__ACTIVITY__
From the records, pick out and copy each line containing "Order".

__MATERIAL FOR THIS EXERCISE__
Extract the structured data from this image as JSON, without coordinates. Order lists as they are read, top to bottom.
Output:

--

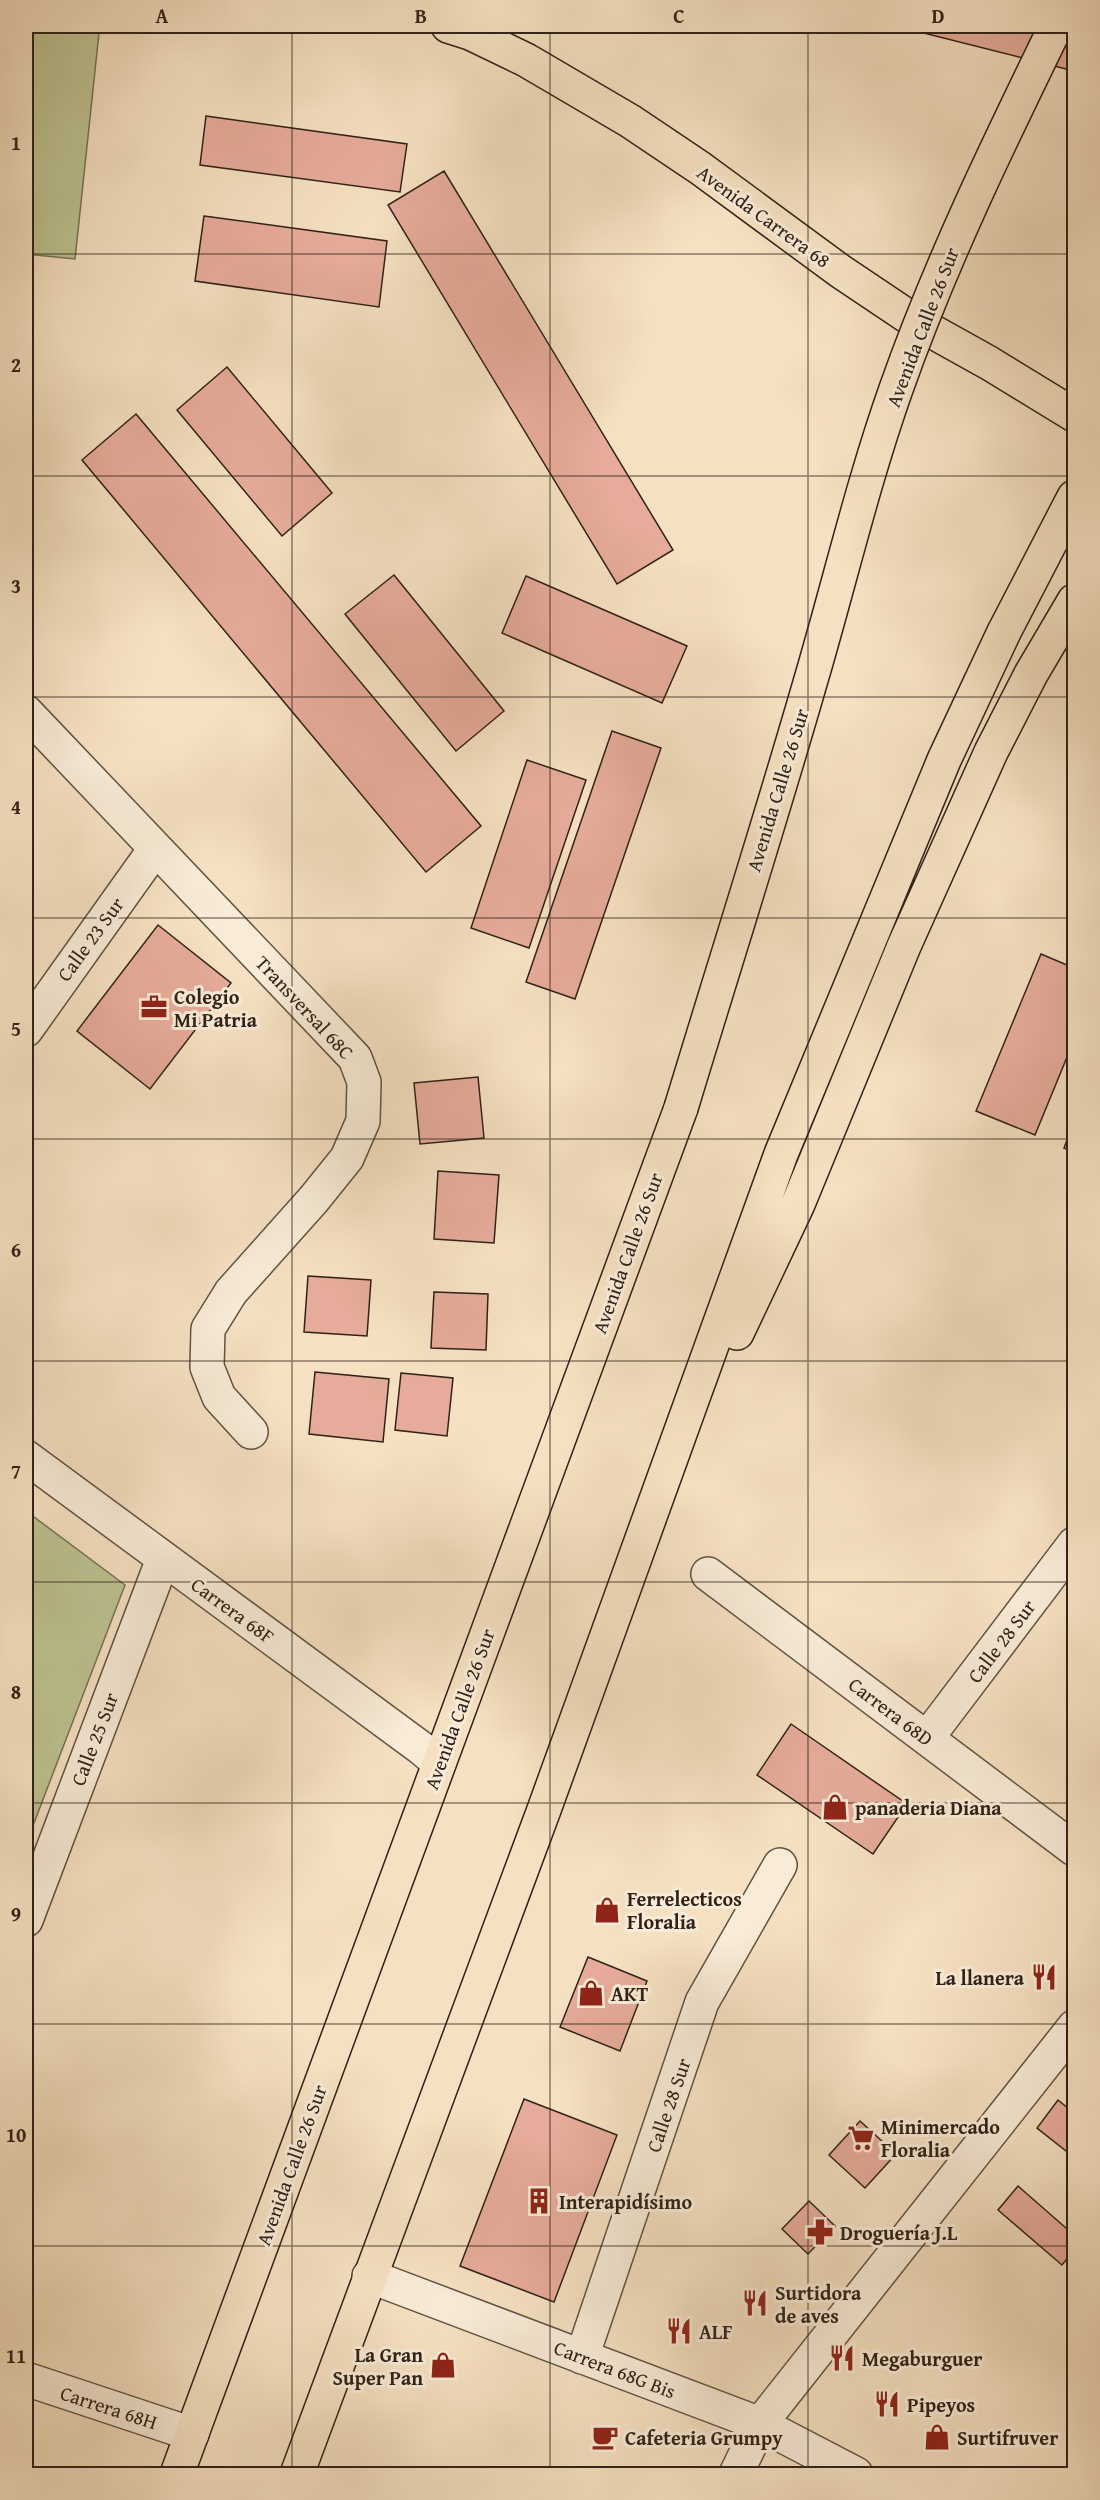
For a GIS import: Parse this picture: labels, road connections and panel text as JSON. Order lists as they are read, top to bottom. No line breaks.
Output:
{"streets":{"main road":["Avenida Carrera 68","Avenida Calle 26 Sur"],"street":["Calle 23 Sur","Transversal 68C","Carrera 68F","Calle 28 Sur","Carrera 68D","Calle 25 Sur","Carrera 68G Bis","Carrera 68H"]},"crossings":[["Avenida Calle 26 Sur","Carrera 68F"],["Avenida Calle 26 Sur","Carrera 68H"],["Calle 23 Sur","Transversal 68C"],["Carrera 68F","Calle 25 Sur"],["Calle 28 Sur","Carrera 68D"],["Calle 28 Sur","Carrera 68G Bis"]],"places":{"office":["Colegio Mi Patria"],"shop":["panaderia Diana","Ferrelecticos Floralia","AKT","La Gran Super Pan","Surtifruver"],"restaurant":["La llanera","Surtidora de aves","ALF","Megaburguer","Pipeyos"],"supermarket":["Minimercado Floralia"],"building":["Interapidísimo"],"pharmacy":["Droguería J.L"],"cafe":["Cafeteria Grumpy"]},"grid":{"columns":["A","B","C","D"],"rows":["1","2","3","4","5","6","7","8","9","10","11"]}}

__ANSWER AREA__
Extract the structured data from this image as JSON, without coordinates. Order lists as they are read, top to bottom.
For a GIS import: Parse this picture: labels, road connections and panel text as JSON. Order lists as they are read, top to bottom. No line breaks.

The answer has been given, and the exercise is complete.